Le uccisioni sarebbero legate a rituali tradizionali: il corpo degli albini servirebbe come amuleto e garantirebbe ad esempio ai minatori del Sukumaland di individuare le vene aurifere. Infatti la maggior parte degli omicidi di questo tipo avviene nel nord-ovest della Tanzania, epicentro dell’attività mineraria e patria del popolo Sukuma.

LA STORIA, tuttavia, non è semplice e lineare, c’è secondo la ricercatrice Jean Burke, la perdita della coesione sociale, la migrazione interna che ha destabilizzato l’economia e la politica di diverse regioni, il mantra della ricchezza che si sposa con le pozioni dei waganga (guaritori): poveri che cercano la ricchezza attraverso altri poveri in un’area dove la terra è sempre meno fertile sono arrivate le licenze minerarie e la febbre dell’oro.

Eppure dato che singole parti del corpo vengono vendute a 2 mila dollari, appare improbabile che ad acquistare gli amuleti siano poveri minatori in cerca di fortuna in un Paese dove il 70% della popolazione vive con meno di 2 dollari al giorno.
Ma perché queste pratiche sono così diffuse in Tanzania? Secondo gli alcuni antropologi come Sanders l’inizio del fenomeno si può far risalire alla liberalizzazione economica imposta da Banca mondiale e Fondo monetario internazionale per gli effetti che queste hanno avuto sulla popolazione.

Sarebbero l’incertezza e la crisi, più che il retaggio culturale, a dare impulso alle pratiche dei waganga che avrebbero la funzione di ridurre l’incertezza dell’esistere di fronte ai cambiamenti in atto.
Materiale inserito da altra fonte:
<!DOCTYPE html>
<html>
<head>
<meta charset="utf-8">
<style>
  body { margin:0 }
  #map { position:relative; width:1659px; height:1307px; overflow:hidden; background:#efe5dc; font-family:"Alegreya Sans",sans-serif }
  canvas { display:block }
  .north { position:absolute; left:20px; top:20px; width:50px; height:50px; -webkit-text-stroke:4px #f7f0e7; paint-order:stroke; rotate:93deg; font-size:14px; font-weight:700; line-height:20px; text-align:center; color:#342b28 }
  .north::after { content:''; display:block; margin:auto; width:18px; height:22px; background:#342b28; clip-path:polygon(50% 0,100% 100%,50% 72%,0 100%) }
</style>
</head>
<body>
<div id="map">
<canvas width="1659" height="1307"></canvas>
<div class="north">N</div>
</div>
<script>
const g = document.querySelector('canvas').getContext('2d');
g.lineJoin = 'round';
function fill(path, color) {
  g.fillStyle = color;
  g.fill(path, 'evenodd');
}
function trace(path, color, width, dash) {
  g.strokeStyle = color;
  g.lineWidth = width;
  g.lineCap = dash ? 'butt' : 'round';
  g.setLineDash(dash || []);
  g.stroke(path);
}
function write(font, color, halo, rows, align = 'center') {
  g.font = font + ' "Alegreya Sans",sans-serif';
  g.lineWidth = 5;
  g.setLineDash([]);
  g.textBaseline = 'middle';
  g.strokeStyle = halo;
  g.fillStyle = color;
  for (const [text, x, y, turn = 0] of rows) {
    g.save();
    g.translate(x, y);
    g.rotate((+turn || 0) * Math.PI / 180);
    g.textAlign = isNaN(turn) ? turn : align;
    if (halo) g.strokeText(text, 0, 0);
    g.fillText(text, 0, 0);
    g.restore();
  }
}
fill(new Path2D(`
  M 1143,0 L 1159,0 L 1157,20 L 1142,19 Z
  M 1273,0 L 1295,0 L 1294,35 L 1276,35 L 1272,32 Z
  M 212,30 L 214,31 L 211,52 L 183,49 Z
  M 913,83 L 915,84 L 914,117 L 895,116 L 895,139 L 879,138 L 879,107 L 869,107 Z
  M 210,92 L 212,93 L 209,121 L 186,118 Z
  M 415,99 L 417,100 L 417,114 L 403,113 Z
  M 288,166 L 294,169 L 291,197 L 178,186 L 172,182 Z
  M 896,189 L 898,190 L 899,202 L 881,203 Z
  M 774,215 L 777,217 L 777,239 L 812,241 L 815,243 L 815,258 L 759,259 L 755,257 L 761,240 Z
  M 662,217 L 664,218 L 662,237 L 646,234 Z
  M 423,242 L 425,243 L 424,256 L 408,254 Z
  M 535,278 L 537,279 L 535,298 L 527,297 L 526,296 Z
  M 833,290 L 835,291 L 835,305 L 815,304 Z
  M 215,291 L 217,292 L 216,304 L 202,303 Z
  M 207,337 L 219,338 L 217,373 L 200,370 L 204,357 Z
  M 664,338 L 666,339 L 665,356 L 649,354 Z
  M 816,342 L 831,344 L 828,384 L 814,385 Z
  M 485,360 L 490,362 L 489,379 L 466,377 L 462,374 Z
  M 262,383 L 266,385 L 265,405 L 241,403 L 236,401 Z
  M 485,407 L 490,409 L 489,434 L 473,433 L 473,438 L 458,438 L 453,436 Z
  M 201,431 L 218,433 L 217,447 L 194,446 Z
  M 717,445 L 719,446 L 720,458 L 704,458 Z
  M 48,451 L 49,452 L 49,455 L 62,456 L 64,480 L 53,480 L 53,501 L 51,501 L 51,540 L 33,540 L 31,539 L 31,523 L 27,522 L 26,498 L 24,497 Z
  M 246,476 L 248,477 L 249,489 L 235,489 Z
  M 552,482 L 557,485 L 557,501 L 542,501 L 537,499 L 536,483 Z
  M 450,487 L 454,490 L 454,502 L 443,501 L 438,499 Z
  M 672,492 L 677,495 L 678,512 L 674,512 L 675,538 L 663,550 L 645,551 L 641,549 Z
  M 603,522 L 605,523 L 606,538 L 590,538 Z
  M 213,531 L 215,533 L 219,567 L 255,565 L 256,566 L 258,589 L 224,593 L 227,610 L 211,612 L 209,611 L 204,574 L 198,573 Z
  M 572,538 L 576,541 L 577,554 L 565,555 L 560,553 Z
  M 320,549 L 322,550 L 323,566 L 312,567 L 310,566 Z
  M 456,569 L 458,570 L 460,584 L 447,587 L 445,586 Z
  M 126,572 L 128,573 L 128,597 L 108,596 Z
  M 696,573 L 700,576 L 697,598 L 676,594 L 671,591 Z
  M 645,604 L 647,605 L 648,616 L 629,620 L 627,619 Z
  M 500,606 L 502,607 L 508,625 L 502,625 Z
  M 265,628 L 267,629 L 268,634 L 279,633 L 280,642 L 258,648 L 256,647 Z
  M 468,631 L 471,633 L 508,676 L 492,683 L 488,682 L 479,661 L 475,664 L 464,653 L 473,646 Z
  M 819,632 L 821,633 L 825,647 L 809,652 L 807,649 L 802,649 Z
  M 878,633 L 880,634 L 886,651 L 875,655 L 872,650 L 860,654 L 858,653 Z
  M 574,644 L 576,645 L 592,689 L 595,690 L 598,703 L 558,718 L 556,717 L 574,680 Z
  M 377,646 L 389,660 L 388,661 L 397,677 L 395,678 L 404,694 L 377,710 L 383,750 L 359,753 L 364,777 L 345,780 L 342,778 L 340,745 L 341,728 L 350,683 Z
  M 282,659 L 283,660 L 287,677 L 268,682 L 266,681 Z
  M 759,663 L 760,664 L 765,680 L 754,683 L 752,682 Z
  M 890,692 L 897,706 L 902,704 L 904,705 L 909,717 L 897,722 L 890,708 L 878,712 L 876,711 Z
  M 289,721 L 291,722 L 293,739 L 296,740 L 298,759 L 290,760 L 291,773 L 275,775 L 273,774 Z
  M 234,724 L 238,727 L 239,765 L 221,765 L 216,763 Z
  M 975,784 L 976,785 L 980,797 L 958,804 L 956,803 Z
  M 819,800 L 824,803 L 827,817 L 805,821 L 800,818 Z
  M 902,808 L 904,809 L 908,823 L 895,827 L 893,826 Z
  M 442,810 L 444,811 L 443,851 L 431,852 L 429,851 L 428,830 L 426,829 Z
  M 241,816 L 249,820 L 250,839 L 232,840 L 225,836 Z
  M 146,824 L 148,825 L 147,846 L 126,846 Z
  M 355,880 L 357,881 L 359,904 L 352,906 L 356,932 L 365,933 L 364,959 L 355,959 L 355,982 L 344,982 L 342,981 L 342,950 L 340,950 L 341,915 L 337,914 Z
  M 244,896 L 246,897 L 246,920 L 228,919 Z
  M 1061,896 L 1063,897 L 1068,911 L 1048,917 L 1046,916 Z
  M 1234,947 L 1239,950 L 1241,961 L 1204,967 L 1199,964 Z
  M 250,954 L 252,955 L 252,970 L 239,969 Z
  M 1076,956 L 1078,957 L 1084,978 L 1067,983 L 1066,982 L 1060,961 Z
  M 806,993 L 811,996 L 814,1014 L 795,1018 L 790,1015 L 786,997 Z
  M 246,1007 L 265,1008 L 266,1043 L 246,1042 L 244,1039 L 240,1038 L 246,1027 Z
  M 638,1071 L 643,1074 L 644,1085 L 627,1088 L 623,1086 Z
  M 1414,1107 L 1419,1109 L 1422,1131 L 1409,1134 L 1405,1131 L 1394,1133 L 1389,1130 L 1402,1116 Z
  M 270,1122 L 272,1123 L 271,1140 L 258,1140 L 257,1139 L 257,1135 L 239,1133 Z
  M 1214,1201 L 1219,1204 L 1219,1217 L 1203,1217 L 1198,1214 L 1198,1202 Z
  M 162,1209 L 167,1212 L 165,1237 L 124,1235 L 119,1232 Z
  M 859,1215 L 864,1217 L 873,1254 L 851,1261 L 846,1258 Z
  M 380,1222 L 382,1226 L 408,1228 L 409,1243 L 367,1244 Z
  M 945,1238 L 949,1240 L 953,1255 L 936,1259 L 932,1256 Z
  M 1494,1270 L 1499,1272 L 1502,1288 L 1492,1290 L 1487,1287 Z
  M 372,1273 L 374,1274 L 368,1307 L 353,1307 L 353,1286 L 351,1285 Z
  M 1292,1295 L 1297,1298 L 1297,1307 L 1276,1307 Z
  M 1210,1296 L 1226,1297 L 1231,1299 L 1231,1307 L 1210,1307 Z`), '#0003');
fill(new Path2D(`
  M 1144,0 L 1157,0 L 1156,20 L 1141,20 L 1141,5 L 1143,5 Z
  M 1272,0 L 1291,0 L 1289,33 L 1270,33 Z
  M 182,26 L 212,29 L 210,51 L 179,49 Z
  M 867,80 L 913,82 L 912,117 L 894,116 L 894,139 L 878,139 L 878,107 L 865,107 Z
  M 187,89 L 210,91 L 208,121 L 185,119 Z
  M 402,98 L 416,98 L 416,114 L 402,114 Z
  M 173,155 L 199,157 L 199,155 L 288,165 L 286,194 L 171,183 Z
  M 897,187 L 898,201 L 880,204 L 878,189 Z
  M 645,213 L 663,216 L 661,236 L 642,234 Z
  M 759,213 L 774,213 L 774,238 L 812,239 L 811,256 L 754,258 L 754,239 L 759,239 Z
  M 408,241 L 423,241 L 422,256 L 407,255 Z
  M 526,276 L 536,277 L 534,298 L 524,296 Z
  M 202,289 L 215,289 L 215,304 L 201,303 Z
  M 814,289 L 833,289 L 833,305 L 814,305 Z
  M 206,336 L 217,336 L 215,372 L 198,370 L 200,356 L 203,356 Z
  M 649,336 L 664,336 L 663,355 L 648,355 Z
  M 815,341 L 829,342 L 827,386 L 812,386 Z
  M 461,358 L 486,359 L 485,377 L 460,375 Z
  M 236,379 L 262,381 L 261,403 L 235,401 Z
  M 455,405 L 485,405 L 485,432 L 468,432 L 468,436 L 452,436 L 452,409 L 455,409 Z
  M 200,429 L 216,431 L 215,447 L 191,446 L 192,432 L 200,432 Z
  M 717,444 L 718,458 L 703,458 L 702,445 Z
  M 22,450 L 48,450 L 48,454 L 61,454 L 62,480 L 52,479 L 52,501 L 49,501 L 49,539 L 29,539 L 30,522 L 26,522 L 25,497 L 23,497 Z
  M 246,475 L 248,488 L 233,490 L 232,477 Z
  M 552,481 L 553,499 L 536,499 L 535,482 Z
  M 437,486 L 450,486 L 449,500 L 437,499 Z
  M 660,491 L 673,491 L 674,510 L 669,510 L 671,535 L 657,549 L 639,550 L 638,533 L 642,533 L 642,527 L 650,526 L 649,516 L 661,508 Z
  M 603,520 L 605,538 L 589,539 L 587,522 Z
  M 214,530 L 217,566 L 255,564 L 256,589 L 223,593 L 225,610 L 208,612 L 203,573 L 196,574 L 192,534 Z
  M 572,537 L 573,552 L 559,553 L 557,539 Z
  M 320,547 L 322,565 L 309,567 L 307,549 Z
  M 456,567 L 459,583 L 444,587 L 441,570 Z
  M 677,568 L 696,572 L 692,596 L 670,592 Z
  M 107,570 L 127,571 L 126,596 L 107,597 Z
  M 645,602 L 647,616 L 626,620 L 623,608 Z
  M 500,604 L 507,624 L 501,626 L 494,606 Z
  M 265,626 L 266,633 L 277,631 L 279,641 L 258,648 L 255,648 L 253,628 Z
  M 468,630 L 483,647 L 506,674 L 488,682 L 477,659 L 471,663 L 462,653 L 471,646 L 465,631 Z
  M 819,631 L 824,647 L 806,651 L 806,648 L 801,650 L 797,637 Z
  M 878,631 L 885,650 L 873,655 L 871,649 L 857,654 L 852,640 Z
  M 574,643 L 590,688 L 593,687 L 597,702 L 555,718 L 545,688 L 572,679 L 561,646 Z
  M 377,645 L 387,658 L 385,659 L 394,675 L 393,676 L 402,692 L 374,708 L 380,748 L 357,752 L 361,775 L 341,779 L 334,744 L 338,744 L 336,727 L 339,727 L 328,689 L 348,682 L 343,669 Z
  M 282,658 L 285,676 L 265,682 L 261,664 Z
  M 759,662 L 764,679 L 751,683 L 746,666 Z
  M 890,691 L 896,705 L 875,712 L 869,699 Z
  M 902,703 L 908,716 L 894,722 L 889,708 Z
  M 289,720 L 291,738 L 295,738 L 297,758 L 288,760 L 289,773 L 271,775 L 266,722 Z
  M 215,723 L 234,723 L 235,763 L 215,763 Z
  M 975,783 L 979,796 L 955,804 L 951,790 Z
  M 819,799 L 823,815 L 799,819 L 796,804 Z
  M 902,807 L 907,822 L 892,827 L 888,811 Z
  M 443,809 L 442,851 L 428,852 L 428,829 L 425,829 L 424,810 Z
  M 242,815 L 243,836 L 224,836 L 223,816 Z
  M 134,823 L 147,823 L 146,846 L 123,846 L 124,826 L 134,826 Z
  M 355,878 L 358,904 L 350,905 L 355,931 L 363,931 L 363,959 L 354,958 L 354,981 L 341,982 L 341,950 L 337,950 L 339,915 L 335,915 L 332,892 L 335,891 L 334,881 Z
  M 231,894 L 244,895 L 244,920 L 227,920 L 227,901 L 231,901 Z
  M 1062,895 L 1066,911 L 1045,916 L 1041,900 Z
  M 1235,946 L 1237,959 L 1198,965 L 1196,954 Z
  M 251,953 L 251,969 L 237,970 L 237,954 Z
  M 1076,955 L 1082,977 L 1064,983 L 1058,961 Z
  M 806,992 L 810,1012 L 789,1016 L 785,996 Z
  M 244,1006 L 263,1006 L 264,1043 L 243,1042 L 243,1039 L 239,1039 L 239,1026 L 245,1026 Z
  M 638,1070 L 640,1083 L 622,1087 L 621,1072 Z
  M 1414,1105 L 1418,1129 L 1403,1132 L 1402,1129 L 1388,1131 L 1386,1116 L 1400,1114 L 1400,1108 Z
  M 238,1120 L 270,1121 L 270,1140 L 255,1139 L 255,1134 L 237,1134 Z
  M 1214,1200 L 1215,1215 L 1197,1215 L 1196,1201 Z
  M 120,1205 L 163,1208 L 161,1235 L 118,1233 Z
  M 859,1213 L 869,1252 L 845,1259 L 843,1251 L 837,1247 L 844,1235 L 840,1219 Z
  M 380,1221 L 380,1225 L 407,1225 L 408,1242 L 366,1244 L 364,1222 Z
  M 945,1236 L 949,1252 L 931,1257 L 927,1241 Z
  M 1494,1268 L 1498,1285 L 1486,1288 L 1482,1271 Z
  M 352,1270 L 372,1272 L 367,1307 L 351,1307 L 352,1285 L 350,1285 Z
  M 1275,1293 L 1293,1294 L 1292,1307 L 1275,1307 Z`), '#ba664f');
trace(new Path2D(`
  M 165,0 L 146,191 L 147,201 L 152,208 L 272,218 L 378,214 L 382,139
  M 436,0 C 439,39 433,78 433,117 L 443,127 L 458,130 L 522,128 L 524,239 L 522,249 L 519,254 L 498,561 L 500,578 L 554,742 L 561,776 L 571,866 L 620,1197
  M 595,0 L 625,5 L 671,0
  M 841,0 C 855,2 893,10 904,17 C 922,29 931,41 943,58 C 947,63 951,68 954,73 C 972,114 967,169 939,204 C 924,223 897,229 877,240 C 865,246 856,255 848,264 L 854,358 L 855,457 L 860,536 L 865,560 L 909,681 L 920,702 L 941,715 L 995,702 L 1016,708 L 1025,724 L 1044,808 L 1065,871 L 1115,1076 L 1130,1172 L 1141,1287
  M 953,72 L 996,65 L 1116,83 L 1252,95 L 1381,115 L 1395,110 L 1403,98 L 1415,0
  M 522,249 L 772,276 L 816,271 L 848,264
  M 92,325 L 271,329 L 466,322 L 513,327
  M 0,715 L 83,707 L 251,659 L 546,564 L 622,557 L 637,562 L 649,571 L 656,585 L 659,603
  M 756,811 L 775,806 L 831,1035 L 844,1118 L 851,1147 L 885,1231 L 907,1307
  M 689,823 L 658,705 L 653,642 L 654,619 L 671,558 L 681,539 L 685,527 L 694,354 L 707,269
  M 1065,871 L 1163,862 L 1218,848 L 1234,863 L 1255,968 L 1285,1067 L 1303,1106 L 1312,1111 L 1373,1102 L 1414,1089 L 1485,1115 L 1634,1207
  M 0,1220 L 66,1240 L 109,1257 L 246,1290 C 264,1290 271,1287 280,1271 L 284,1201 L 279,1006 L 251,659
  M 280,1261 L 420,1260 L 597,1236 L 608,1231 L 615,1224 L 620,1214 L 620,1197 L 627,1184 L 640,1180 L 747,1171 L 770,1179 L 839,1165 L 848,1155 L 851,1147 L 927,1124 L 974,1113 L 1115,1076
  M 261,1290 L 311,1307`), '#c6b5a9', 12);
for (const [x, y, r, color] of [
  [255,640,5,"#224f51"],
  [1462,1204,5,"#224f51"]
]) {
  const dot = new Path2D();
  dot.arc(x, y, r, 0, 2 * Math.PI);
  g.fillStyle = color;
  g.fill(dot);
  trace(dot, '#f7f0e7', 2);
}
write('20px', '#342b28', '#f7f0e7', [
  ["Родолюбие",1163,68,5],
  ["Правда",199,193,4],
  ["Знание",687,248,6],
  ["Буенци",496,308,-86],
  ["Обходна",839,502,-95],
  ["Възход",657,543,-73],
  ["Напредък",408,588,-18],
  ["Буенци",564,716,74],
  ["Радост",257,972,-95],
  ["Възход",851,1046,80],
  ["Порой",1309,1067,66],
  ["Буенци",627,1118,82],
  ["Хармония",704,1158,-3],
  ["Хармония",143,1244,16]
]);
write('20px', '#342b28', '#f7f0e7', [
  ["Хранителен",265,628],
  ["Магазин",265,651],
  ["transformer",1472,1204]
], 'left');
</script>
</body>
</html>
Infatti, già l’antropologo Edward Evans-Pritchard negli anni ’30 aveva rilevato che «le pratiche rituali sono un vero e proprio sistema di pensiero, che consente di fare fronte alle incertezze dell’esistenza umana e permettono di ricostituire forme di alleanza e di solidarietà».

TORNANDO ALL’OGGI, nei primi giorni di marzo la polizia ha arrestato 65 “guaritori tradizionali” in connessione con l’uccisione rituale di almeno 10 bambini. I bambini sono stati uccisi a gennaio e i loro corpi sono stati evirati delle parti necessarie per gli “amuleti”. Tra loro Goodluck Mfugale di soli 5 anni e tra le persone affette da albinismo c’è chi, come Grace, non capisce: «Perché le persone dovrebbero darmi la caccia come se fossi un animale da mangiare?». L’ispettore generale della polizia, Simon Sirro, ha ordinato che tutti i guaritori tradizionale ottengano una licenza che permetta loro di esercitare il mestiere.

IL PROBLEMA delle persone affette da albinismo tuttavia non sono “solo” gli omicidi, vi sono problemi di vita quotidiana relativi alla scuola e ai suoi costi, alla necessità di occhiali solari, creme per prevenire il cancro (secondo Jon Beale di Standing Voice, una ong britannica, in Tanzania il 98% delle persone con albinismo muore prima dei 35 anni a causa di tumori alla pelle), fino ad arrivare al lavoro, aspetti sui quali le agenzie internazionali e il governo stanno intervenendo in modo crescente.

Nel 2008 il presidente Jakaya Kikwete ha nominato membro del parlamento una donna albina, al Shaimaa Kwegyir, nel tentativo di influenzare positivamente gli atteggiamenti pubblici nei confronti degli albini. Due anni dopo in effetti è arrivato in parlamento, stavolta per effetto del voto popolare, un altro esponente politico (dell’opposizione) albino, Salum Khalfan Barwany. Peccato però che pochi mesi dopo l’insediamento abbia ricevuto informazioni – confermate dalla polizia – sull’esistenza di un piano paramilitare per ucciderlo.

SONO STATE FATTE nel frattempo campagne internazionali di sensibilizzazione che hanno aumentato l’informazione nei villaggi e nelle città di tutta la Tanzania. Non sono mancati i concorsi di bellezza e le sfilate di moda, ma soprattutto si è lavorato per far crescere la consapevolezza degli stessi albini. Mama Jacinta spiega che quando passa per le strade e sente le persone che la indicano come mzungu (persona bianca) o come dili (affare), lei si ferma e cerca di spiegare che è una donna normale.

La crescente visibilità sta indubbiamente riducendo i livelli di pericolosità per le persone affette da albinismo, ma la promessa di miracoli futuri è solo all’inizio.